Die beiden Teile wurden mittels des Scharniers verbunden  (Bilder 1+2).

Damit der Ständer nicht zu weit auseinanderrutschen kann (wenn er mit der Gitarre belastet ist) baute ich eine Sicherung ein. Dazu nahm ich ein Stück rundes Gummiband (Überbleibsel meiner Holzkrawatte).

Mit der Tischbohrmaschine wurde an geeigneter Stelle ein 4mm dickes Loch durch beide Teile gebohrt. Das 5mm dicke Gummiband wurde durch die Bohrungen gefudelt  (Bild 3), in passendem Abstand beidseitig verknotet und abgeschnitten. Die Schnittenden wurden mit einem Feuerzeug verschmort um ein Auftrennen des Gewebes zu verhindern.

Damit die Gitarre auf dem Holz keinen Schaden nimmt wurden die Auflagestellen geschützt. Auch hier kam meine Restekiste zum Einsatz.
Vor kurzem hat meine Gattin eine Paar Stiefel ausgemustert (die Reparatur hätte deutlich mehr gekostet als ein neues Paar). Ehe diese in den Mist wanderten schnitt ich die Schäfte ab und behielt auch die genieteten Zierbänder (Bild 4). Vom Leder schnitt ich mir ein paar Streifen ab (Bild 5).
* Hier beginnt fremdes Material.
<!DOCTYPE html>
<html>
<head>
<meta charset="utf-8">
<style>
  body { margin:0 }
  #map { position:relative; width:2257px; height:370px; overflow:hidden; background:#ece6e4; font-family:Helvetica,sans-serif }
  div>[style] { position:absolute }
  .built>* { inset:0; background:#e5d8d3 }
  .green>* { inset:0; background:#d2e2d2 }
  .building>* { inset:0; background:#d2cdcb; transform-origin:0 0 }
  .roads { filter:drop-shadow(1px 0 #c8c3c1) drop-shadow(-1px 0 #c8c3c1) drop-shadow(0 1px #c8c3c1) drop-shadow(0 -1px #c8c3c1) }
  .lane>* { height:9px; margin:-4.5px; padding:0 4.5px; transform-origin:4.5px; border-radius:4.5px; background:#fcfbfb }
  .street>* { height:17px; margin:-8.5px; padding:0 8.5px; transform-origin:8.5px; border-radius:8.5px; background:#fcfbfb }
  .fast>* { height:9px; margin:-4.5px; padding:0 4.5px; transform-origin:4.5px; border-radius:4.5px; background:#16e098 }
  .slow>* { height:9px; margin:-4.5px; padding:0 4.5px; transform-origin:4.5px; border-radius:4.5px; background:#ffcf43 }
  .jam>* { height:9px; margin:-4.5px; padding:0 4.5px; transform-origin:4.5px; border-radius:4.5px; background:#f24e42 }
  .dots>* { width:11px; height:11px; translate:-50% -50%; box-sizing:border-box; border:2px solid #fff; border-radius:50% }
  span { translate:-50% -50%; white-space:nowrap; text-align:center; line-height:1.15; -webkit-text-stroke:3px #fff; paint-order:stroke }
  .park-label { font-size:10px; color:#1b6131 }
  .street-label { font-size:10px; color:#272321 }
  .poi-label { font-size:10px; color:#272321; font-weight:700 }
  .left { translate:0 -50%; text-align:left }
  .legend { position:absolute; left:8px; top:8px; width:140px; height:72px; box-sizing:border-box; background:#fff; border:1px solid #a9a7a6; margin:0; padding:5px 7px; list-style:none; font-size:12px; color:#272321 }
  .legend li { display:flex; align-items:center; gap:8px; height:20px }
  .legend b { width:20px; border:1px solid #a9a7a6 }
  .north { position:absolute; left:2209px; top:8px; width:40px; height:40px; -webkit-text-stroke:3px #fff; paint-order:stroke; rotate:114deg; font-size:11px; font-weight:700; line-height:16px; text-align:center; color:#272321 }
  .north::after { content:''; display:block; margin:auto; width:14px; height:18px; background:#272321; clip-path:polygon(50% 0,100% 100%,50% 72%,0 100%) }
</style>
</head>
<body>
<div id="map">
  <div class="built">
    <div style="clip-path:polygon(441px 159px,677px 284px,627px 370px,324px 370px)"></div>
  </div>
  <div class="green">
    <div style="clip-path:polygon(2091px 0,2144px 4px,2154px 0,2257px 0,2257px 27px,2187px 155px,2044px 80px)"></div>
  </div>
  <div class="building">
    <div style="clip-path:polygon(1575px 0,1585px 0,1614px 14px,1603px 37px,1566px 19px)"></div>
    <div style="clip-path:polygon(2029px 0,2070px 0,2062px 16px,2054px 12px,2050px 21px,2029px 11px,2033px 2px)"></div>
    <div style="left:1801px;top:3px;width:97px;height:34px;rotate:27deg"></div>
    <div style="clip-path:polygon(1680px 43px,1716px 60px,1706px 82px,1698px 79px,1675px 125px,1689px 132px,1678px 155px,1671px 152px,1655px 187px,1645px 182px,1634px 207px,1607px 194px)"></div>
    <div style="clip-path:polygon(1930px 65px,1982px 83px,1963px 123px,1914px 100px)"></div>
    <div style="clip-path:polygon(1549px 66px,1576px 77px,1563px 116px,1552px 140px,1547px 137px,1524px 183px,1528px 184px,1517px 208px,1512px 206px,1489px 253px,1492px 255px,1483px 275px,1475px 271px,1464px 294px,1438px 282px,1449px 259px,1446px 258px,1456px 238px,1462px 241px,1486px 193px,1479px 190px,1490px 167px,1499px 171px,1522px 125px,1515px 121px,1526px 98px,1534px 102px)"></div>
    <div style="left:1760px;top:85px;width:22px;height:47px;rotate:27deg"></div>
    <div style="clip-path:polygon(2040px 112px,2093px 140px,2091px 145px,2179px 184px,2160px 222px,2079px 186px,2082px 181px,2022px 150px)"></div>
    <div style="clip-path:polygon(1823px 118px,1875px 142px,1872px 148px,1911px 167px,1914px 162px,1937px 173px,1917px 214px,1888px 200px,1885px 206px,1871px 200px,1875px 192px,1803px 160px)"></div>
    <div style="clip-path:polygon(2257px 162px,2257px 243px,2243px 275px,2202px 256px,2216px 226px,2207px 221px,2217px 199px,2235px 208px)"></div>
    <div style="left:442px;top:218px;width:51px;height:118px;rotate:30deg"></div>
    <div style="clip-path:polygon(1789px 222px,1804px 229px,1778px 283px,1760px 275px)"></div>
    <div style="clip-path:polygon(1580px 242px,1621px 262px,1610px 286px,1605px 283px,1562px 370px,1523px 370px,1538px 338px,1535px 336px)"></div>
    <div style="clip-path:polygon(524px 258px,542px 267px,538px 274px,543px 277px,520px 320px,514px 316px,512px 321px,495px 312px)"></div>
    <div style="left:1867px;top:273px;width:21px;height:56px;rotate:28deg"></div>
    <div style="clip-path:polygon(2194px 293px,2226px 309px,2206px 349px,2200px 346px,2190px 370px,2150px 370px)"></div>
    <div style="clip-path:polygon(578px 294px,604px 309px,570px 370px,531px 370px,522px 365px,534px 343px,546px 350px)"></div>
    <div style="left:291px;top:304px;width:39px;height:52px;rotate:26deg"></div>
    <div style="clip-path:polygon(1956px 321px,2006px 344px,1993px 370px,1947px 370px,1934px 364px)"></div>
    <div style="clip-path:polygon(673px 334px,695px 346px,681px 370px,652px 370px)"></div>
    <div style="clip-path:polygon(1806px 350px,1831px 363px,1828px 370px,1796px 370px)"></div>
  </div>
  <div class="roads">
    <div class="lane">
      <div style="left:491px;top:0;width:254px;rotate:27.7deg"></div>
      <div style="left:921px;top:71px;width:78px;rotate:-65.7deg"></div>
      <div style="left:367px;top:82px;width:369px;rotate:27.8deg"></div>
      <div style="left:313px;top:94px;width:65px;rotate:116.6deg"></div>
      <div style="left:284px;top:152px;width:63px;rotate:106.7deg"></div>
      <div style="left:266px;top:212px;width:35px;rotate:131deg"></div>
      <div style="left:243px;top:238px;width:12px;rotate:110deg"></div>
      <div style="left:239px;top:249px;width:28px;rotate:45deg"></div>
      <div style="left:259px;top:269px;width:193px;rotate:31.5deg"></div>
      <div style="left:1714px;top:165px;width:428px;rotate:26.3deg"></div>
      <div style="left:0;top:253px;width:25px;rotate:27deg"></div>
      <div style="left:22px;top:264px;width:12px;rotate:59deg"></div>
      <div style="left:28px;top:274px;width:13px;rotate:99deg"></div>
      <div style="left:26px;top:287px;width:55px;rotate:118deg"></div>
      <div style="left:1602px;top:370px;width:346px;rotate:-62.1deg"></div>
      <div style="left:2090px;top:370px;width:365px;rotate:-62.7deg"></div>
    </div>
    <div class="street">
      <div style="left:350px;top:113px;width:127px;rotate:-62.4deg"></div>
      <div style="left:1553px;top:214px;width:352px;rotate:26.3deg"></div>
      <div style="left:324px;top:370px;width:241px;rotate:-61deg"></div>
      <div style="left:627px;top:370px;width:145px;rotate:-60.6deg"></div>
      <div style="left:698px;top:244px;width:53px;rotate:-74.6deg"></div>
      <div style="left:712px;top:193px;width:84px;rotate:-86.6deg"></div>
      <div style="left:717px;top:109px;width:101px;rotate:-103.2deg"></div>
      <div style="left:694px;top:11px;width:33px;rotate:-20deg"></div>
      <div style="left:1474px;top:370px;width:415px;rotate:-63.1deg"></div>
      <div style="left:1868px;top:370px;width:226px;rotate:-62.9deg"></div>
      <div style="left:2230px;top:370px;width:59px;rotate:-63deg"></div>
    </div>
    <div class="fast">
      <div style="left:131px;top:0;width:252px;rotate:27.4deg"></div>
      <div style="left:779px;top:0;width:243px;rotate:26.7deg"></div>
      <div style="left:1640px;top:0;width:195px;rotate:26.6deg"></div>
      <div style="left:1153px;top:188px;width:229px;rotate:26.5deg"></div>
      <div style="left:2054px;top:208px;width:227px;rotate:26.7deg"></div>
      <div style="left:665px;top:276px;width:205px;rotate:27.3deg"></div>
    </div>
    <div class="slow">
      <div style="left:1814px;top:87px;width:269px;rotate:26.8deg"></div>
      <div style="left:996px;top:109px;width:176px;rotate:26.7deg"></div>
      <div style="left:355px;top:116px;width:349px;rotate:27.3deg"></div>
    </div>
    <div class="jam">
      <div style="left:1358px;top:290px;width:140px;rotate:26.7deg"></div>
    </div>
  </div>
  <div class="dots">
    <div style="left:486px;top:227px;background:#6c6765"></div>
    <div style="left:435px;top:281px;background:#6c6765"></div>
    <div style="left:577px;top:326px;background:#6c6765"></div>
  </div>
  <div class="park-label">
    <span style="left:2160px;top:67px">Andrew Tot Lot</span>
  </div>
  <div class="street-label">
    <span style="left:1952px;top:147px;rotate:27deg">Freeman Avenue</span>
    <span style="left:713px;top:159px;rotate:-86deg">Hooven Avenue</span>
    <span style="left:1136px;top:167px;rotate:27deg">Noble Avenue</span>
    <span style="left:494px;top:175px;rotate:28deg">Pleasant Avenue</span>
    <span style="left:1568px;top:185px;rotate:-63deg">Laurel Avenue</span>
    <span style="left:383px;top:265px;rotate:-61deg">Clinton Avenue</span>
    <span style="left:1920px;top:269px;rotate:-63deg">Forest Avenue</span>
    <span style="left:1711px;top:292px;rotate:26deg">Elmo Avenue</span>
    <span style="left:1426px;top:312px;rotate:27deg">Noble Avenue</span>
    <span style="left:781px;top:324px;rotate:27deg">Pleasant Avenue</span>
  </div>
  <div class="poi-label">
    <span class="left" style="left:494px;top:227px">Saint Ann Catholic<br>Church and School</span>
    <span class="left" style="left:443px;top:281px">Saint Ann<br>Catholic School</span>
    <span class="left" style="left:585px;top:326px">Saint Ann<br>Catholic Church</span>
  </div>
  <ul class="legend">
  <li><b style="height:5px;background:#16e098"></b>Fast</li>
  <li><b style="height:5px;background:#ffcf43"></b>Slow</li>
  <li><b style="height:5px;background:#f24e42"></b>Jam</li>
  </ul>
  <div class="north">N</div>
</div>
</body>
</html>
Diese wurden abgelängt und angeklebt. Ein paar Klemmen hielten alles bis zum Trocknen in Position (Bild 6).

Zum Schluss wurde der Ständer mit mattem Klarlack eingesprüht und war fertig zum Einpacken (wird ja ein Weihnachtsgeschenk) (Bilder 7-10).

PS:
Wenn das Geschenk überreicht ist werde ich ein Bild mit Gitarre einstellen.

Edit 24.12.13:
Das Geschenk ist nun übergeben und fand großen Anklang. Habe zwei Bilder vom Gitarrenständer "in aktion" angefügt.